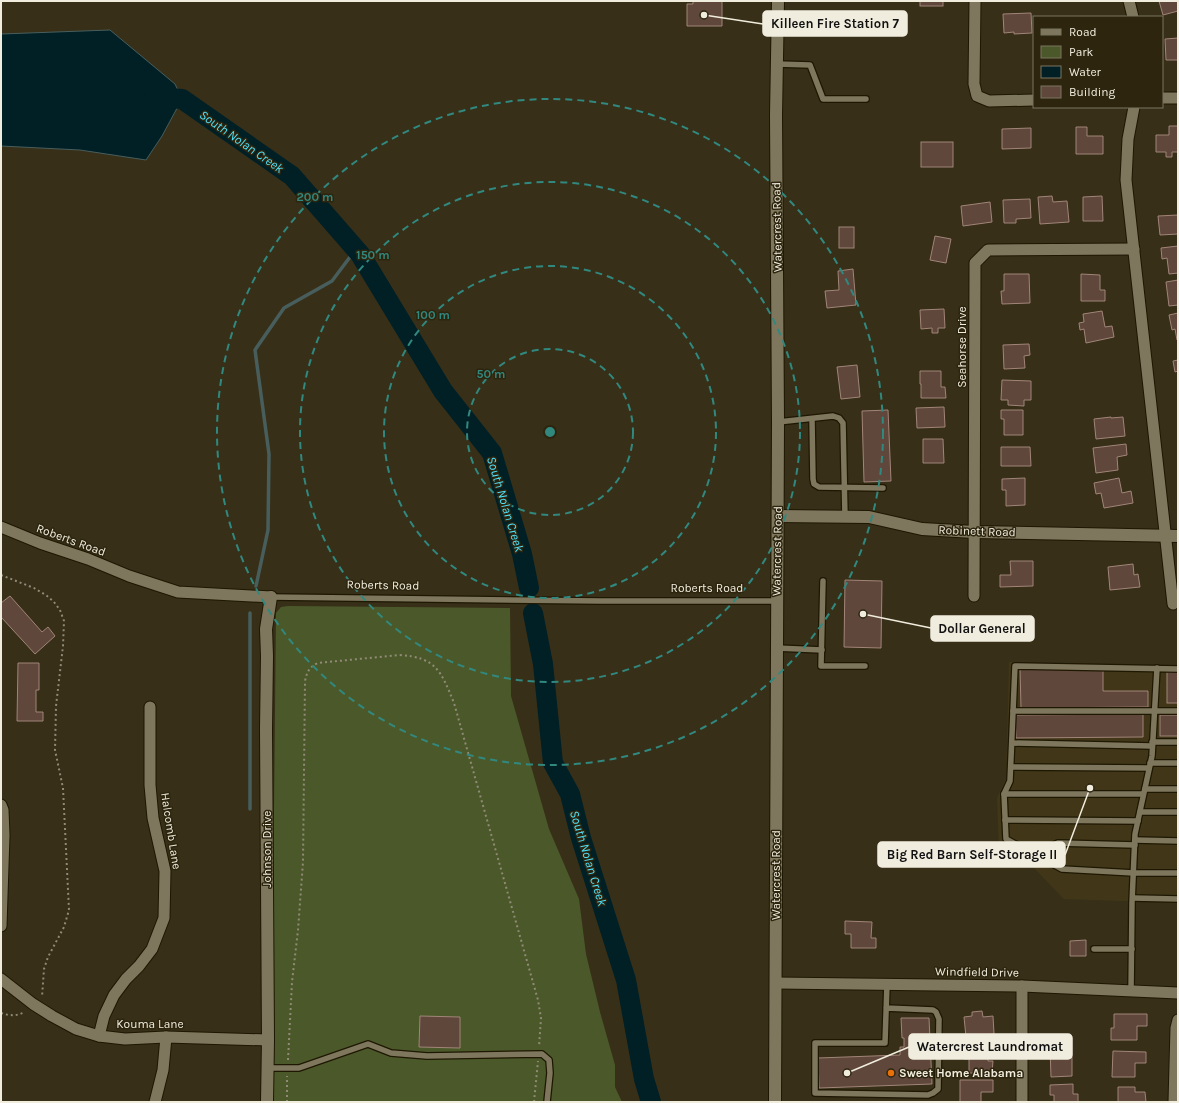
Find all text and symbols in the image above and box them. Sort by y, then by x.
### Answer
callout: Killeen Fire Station 7 [763,11,907,36]
text: Killeen Fire Station 7 [771,16,900,31]
legend [1033,16,1163,108]
text: Road [1069,25,1097,39]
text: Park [1069,45,1094,59]
text: Water [1069,65,1102,79]
text: Building [1069,85,1116,99]
water label: South Nolan Creek [197,107,287,176]
street label: Watercrest Road [769,182,785,272]
text: 200 m [297,190,333,204]
text: 150 m [356,248,390,262]
street label: Seahorse Drive [955,306,969,388]
text: 100 m [416,308,450,322]
text: 50 m [477,367,506,381]
centre of rings [543,425,557,439]
water label: South Nolan Creek [484,455,527,554]
street label: Watercrest Road [769,506,785,596]
street label: Roberts Road [34,521,108,559]
street label: Robinett Road [938,523,1016,539]
street label: Roberts Road [346,577,420,593]
street label: Roberts Road [671,581,743,595]
callout: Dollar General [931,616,1034,641]
text: Dollar General [938,621,1026,636]
street label: Halcomb Lane [158,792,184,870]
water label: South Nolan Creek [567,809,610,908]
street label: Johnson Drive [260,811,274,887]
street label: Watercrest Road [769,830,783,920]
callout: Big Red Barn Self-Storage II [878,842,1065,867]
text: Big Red Barn Self-Storage II [887,847,1057,862]
street label: Windfield Drive [935,964,1019,980]
street label: Kouma Lane [116,1017,184,1031]
callout: Watercrest Laundromat [909,1034,1072,1059]
text: Watercrest Laundromat [917,1039,1063,1054]
place label: Sweet Home Alabama [899,1066,1023,1080]
marker: Sweet Home Alabama [886,1068,896,1078]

• • • • • • •

In your transcription of the listing above, match each line exactly and include no pictures.

Find all text and symbols in the image above and box them. Sort by y, then by x.
### Answer
callout: Killeen Fire Station 7 [763,11,907,36]
text: Killeen Fire Station 7 [771,16,900,31]
legend [1033,16,1163,108]
text: Road [1069,25,1097,39]
text: Park [1069,45,1094,59]
text: Water [1069,65,1102,79]
text: Building [1069,85,1116,99]
water label: South Nolan Creek [197,107,287,176]
street label: Watercrest Road [769,182,785,272]
text: 200 m [297,190,333,204]
text: 150 m [356,248,390,262]
street label: Seahorse Drive [955,306,969,388]
text: 100 m [416,308,450,322]
text: 50 m [477,367,506,381]
centre of rings [543,425,557,439]
water label: South Nolan Creek [484,455,527,554]
street label: Watercrest Road [769,506,785,596]
street label: Roberts Road [34,521,108,559]
street label: Robinett Road [938,523,1016,539]
street label: Roberts Road [346,577,420,593]
street label: Roberts Road [671,581,743,595]
callout: Dollar General [931,616,1034,641]
text: Dollar General [938,621,1026,636]
street label: Halcomb Lane [158,792,184,870]
water label: South Nolan Creek [567,809,610,908]
street label: Johnson Drive [260,811,274,887]
street label: Watercrest Road [769,830,783,920]
callout: Big Red Barn Self-Storage II [878,842,1065,867]
text: Big Red Barn Self-Storage II [887,847,1057,862]
street label: Windfield Drive [935,964,1019,980]
street label: Kouma Lane [116,1017,184,1031]
callout: Watercrest Laundromat [909,1034,1072,1059]
text: Watercrest Laundromat [917,1039,1063,1054]
place label: Sweet Home Alabama [899,1066,1023,1080]
marker: Sweet Home Alabama [886,1068,896,1078]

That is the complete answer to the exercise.